In August SpaceX Crew Dragon splashed down after a successful journey to and from the International Space Station (ISS) and now its eyeing another launch.

This launch will be the NASA SpaceX Crew-1 mission.

The mission will ferry NASA astroauts, Michael Hopkins, Victor Glover and Shannon Walker as well as Japan Aerospace Exploration Agency mission specialist Soichi Noguchi to the ISS “no sooner than early-to-mid November”.

Now those keeping score will note that NASA had originally planned to launch this mission in September. So what is the reason for the delay?

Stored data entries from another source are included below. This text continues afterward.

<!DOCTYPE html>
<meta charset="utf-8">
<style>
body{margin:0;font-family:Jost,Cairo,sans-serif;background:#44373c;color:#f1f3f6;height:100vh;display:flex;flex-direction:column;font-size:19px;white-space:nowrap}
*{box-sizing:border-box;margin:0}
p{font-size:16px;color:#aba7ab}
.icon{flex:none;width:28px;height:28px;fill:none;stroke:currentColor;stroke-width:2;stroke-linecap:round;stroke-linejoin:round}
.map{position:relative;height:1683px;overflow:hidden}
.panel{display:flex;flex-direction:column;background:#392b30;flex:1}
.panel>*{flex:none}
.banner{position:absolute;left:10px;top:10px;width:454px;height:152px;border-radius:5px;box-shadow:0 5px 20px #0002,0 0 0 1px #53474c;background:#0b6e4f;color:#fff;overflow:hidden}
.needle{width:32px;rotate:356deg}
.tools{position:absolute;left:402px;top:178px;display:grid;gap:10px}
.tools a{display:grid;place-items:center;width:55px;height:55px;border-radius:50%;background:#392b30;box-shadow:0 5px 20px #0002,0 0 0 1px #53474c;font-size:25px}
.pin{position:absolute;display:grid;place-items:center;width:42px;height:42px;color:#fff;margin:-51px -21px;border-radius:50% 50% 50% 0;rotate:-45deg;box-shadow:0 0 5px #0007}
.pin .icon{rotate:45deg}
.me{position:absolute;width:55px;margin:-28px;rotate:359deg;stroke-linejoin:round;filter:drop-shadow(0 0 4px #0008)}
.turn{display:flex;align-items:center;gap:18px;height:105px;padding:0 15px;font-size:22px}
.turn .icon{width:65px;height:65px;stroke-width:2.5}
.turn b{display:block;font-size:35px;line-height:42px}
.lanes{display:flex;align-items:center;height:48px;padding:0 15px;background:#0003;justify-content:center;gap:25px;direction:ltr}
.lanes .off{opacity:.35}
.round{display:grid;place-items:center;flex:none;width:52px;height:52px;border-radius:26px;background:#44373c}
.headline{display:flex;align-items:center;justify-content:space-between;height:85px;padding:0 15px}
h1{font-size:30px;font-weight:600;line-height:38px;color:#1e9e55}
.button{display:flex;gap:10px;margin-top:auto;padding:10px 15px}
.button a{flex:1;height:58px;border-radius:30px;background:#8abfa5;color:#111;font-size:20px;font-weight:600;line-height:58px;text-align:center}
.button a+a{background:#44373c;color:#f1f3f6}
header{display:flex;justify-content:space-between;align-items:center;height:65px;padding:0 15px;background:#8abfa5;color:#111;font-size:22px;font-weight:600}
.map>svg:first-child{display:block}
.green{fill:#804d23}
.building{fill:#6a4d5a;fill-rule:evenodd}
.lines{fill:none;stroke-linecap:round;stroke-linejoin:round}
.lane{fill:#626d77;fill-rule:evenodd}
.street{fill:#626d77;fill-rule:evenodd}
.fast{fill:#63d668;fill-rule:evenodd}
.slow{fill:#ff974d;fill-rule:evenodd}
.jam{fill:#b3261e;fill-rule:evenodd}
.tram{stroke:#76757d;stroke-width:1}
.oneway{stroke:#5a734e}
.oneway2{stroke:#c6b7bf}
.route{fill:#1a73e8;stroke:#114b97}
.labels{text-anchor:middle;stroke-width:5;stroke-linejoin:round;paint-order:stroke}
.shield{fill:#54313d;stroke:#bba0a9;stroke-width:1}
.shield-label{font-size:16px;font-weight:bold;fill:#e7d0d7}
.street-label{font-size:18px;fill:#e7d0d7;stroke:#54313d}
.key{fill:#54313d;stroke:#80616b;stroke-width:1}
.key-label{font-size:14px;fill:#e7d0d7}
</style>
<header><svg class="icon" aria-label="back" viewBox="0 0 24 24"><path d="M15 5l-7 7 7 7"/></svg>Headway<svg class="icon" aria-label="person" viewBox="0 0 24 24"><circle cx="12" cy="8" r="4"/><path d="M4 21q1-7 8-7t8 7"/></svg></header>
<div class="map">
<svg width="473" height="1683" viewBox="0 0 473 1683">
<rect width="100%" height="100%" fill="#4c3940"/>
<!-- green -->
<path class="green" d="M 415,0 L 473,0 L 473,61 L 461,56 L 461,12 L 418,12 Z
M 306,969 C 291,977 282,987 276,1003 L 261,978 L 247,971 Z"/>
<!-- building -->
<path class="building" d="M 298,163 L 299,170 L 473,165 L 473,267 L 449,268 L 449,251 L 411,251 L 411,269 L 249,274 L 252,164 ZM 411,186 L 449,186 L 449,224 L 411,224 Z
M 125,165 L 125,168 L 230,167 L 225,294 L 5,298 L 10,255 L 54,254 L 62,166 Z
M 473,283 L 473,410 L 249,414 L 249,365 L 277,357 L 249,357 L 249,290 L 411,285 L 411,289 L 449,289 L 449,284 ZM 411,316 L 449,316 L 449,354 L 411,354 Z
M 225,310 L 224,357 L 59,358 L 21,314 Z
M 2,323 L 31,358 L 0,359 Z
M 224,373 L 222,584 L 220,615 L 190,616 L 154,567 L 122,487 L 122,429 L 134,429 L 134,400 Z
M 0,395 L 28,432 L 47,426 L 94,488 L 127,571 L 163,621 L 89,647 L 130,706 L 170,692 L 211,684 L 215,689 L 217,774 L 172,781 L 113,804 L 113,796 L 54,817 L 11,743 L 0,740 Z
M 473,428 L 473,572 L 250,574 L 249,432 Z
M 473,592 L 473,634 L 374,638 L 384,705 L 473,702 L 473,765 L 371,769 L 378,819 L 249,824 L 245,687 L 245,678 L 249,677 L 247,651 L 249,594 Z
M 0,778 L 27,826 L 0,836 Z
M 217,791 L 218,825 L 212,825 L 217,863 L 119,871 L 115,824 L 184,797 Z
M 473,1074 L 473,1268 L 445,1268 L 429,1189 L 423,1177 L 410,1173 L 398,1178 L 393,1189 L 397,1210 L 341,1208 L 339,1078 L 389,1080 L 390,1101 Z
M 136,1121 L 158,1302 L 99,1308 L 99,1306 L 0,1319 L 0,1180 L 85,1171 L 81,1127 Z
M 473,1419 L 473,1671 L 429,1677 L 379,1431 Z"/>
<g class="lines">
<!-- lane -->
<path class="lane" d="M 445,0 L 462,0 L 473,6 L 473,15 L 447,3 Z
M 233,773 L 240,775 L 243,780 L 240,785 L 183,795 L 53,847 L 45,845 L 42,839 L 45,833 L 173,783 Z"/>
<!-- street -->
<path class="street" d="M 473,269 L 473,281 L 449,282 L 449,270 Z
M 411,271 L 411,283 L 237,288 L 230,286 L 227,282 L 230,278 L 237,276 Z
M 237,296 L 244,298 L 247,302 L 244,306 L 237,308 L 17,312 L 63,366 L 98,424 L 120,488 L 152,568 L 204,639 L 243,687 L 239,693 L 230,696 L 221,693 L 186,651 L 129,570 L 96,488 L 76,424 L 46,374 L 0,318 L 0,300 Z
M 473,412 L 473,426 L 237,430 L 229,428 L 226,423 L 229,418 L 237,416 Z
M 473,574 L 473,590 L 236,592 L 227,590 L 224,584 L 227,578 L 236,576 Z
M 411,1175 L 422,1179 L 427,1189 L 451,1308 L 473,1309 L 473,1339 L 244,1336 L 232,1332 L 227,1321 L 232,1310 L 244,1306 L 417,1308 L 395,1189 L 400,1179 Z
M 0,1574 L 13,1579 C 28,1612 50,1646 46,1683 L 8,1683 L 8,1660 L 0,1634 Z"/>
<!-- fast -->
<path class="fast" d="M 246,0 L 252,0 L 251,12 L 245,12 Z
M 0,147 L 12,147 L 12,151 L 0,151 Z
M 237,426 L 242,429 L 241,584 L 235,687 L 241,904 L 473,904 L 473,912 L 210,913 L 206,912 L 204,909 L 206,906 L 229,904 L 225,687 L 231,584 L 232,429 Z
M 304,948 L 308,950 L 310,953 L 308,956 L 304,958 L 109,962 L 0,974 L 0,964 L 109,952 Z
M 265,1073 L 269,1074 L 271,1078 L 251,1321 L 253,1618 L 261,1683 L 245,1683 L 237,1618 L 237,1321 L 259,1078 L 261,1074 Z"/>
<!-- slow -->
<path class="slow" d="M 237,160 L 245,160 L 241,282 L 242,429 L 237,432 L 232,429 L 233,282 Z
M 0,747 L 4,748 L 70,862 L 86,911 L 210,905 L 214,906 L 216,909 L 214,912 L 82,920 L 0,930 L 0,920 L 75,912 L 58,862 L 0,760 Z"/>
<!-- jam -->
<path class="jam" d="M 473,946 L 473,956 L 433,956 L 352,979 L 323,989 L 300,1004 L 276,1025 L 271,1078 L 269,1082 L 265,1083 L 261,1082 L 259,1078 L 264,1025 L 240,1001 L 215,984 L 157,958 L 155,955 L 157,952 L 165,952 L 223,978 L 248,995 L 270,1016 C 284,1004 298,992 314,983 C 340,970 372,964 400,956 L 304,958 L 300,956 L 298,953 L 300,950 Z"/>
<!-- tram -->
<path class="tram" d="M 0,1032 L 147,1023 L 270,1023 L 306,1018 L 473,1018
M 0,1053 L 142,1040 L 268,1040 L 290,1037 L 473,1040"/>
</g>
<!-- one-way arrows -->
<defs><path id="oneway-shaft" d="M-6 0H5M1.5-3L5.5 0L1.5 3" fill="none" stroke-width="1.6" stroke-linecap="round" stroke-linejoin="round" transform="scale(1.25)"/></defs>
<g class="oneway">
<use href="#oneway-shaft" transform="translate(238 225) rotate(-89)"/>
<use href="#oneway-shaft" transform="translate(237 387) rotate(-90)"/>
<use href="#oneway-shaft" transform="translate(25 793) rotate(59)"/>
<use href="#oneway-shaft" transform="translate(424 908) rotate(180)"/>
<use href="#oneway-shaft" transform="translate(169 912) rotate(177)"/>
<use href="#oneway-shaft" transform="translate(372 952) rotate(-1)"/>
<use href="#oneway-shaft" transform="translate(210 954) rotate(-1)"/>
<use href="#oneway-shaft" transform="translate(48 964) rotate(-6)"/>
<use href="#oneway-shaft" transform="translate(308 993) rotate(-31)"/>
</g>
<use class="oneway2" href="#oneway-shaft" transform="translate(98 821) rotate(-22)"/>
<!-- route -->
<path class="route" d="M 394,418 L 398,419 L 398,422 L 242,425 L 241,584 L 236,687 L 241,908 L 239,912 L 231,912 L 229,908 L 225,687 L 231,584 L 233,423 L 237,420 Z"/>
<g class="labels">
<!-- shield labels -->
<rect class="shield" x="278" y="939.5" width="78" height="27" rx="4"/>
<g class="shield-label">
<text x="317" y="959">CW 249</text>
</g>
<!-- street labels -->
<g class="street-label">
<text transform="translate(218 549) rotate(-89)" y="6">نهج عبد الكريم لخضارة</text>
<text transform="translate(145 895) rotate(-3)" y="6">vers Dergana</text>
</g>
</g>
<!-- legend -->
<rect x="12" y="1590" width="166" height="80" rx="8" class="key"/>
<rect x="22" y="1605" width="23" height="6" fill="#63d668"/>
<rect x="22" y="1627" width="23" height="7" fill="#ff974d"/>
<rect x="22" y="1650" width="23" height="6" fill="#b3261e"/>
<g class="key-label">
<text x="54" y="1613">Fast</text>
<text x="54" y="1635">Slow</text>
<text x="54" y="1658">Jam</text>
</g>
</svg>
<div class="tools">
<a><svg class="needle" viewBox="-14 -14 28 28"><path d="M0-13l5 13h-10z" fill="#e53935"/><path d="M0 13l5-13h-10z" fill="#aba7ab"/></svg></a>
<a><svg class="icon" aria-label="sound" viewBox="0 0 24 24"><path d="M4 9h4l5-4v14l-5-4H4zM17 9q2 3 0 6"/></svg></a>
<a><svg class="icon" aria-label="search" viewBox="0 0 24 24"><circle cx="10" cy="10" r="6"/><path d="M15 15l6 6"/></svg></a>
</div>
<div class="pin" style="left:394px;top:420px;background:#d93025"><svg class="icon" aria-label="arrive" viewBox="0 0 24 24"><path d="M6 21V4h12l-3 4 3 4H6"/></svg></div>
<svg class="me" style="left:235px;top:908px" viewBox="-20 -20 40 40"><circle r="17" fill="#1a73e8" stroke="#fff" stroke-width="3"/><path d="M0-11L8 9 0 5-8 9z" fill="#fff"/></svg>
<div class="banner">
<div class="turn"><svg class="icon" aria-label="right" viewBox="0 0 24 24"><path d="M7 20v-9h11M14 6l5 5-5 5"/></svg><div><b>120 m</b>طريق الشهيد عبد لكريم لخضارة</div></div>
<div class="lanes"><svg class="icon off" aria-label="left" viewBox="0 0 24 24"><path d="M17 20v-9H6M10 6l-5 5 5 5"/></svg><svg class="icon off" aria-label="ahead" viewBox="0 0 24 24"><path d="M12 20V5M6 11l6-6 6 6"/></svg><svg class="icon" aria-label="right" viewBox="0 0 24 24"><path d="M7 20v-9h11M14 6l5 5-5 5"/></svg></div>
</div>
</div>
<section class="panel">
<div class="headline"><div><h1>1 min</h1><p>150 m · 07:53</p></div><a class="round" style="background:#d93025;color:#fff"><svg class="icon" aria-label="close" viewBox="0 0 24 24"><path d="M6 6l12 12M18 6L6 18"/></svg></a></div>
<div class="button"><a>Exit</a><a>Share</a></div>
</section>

To put it simply, it’s rocket science.

SpaceX is currently completing hardware testing and data reviews prompted by “off-nominal behaviour of Falcon 9 first stage engine gas generators observed during a recent non-NASA mission launch attempt”.

That launch attempt was to send 60 more Starlink satellites to space but an unexpected reading forced SpaceX to scrub the launch.

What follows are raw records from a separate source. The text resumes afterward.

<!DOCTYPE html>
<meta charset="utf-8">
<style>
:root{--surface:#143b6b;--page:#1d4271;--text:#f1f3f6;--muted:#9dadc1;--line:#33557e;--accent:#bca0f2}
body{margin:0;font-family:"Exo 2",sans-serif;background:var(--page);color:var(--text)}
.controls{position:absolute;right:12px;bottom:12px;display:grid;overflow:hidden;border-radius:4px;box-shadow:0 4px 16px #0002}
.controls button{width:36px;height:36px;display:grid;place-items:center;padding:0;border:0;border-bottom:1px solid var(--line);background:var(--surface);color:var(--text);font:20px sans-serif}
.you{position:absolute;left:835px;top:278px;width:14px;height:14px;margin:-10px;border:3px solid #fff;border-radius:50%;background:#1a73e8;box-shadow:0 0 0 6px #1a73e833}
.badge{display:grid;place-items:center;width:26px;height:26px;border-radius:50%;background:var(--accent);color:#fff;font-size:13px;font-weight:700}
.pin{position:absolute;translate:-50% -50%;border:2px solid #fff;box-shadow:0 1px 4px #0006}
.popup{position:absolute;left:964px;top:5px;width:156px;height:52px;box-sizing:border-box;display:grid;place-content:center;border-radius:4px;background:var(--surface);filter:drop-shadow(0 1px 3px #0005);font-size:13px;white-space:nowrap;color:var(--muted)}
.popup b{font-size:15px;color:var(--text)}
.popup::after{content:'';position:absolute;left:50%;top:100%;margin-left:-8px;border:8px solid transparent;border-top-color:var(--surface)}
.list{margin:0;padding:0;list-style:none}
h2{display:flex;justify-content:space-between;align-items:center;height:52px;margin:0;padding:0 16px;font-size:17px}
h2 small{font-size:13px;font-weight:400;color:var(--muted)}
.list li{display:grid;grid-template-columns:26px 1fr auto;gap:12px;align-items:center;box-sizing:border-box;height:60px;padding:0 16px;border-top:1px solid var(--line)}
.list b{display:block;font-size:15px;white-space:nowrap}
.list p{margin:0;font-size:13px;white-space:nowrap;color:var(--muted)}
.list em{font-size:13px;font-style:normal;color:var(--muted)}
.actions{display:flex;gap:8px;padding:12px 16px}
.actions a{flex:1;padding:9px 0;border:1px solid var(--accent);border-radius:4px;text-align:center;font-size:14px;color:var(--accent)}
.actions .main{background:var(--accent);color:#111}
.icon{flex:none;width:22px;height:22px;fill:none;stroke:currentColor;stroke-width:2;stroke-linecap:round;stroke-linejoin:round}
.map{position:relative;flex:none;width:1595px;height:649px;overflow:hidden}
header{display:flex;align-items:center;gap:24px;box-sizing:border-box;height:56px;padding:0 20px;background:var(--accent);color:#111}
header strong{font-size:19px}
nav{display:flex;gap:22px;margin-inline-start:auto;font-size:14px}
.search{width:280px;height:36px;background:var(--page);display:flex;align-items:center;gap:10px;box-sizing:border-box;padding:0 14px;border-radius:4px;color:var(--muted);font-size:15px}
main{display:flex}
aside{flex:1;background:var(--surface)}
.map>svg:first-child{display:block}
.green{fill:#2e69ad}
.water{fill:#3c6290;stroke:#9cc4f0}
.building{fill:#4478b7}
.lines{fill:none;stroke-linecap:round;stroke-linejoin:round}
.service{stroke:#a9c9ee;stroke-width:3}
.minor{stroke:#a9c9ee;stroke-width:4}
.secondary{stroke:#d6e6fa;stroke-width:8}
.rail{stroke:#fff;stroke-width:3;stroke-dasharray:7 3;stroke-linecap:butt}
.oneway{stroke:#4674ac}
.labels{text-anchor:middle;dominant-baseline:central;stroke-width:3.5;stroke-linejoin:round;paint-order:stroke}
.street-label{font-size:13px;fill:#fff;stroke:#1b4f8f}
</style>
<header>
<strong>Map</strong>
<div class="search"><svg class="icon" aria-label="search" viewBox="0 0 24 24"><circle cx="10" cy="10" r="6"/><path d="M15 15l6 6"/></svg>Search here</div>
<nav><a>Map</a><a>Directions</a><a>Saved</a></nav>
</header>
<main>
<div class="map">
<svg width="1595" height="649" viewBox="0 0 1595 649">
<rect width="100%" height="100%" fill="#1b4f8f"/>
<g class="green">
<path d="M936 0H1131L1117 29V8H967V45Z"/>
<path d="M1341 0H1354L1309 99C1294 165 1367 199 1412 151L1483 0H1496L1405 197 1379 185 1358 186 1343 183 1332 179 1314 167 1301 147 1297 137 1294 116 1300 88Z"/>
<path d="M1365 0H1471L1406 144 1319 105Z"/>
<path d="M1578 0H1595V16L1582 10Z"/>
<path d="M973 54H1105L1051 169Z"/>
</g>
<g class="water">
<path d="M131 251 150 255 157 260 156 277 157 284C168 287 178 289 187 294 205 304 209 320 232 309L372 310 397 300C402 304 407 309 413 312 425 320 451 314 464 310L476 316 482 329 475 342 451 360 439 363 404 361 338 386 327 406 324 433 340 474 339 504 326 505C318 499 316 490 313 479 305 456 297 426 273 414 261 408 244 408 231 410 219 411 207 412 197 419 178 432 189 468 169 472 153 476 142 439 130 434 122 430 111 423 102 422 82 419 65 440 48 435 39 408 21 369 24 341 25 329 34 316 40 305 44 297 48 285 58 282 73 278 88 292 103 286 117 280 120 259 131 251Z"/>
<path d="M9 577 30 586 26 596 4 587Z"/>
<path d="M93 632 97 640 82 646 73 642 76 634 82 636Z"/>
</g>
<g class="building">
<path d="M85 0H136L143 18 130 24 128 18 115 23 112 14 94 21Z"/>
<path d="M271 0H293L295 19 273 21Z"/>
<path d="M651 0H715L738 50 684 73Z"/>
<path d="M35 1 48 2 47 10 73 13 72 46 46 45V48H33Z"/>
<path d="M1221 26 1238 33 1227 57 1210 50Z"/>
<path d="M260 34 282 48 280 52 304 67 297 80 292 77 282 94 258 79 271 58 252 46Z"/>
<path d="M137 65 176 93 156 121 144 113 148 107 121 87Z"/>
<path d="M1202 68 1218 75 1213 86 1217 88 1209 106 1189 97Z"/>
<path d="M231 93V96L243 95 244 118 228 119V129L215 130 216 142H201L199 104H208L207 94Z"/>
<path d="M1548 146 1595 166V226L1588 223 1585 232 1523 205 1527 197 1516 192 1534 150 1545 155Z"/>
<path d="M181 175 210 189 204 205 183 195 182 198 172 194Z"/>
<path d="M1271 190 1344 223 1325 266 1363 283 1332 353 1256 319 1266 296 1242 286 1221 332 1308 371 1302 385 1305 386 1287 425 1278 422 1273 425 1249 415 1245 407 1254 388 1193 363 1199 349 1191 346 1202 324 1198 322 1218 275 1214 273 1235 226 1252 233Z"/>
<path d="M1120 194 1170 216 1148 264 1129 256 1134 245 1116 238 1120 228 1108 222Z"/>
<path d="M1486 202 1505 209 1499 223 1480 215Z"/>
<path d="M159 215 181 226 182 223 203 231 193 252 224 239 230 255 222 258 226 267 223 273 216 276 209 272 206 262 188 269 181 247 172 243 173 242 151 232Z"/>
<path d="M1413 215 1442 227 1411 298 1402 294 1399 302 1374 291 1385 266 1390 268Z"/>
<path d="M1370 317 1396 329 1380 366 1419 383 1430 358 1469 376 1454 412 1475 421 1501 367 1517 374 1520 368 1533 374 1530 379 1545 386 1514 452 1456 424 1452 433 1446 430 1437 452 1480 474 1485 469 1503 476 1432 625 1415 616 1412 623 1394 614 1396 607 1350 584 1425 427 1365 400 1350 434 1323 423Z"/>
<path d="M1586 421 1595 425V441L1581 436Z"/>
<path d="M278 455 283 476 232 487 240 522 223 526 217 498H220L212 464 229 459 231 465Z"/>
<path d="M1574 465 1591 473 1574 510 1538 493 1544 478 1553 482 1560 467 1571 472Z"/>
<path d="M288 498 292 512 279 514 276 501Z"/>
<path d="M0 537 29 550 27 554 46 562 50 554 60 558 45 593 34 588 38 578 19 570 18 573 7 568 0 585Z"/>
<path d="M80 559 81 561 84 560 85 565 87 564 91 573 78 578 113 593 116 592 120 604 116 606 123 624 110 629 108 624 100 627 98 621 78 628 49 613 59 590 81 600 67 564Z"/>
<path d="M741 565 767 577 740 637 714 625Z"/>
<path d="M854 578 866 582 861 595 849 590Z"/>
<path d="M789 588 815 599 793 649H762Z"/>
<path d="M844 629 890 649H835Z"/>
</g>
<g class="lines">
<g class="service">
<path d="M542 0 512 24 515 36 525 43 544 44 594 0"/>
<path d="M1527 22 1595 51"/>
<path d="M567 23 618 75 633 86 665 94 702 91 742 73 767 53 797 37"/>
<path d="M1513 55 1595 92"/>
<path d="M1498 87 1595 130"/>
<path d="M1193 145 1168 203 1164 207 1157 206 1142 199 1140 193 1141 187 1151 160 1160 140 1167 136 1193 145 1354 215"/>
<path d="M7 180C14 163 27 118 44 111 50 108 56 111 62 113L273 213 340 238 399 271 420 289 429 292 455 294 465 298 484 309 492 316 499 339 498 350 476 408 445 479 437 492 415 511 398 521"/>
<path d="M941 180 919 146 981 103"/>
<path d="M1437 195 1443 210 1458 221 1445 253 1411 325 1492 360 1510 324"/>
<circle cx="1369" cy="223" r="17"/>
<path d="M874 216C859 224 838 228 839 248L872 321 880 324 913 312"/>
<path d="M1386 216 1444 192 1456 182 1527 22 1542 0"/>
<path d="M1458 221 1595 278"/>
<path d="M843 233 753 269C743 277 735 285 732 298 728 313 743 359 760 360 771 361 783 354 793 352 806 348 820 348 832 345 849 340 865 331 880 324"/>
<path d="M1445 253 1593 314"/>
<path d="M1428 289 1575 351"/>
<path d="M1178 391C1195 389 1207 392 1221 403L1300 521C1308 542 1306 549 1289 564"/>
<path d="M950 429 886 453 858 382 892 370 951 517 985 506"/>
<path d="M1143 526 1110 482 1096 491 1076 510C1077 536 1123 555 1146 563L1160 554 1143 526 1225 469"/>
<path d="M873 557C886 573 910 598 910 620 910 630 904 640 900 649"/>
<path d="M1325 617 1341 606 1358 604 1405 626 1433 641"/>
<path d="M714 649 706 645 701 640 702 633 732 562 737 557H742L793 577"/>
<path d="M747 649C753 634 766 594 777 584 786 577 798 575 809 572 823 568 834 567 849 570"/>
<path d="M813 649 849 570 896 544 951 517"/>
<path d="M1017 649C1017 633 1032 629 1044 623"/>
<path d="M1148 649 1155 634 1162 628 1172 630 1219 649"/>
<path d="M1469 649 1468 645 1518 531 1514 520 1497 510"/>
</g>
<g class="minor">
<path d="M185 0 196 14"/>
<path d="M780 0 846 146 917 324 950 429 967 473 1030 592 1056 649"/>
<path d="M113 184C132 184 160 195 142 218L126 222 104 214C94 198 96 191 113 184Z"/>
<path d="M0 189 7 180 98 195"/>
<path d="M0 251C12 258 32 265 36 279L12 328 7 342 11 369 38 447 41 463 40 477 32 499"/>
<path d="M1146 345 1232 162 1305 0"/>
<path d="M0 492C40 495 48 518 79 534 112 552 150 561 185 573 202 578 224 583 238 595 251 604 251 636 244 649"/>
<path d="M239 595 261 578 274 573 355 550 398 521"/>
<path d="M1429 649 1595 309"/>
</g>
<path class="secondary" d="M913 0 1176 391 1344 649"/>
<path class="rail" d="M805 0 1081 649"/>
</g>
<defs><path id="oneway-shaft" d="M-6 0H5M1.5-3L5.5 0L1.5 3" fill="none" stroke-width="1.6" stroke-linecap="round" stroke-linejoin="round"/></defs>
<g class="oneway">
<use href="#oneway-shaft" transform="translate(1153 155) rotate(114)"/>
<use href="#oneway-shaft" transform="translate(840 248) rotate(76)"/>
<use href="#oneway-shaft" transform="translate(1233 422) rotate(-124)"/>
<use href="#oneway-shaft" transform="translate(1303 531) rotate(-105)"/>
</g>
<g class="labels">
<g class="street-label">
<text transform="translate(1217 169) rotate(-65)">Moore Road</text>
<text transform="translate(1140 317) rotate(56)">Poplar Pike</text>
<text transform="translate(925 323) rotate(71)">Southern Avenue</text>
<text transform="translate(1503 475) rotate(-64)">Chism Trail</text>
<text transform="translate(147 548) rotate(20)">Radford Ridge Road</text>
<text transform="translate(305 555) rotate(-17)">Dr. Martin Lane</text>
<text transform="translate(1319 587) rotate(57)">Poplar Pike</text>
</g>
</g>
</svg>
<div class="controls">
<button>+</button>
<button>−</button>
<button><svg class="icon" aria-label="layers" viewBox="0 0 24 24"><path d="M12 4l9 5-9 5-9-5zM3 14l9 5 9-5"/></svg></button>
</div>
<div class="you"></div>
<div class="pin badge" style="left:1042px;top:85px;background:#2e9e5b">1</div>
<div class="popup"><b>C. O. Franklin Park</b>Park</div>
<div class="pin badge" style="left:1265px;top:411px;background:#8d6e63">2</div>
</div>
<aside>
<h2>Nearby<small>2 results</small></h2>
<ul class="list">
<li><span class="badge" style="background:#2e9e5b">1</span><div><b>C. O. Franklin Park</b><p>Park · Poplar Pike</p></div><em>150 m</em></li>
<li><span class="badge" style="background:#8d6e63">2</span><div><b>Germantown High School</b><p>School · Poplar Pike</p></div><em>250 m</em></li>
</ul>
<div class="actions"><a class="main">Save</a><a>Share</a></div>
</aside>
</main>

“With the high cadence of missions SpaceX performs, it really gives us incredible insight into this commercial system and helps us make informed decisions about the status of our missions. The teams are actively working this finding on the engines, and we should be a lot smarter within the coming week,” said associate administrator of NASA’s Human Exploration and Operations Mission Directorate, Kathy Lueders.

Ahead of that launch, NASA offered a bit of insight to what the mission will entail.

The crew will head to the ISS where they will integrate with Expedition 64 astornaut Kate Rubins as well as Russian cosmonauts Sergey Ryzhikov and Sergey Kud-Sverchkov.

During their stay the crew will see unpiloted spacecraft bound for the ISS and conduct spacewalks. The astronauts will also welcome the next SpaceX Crew Dragon in 2021.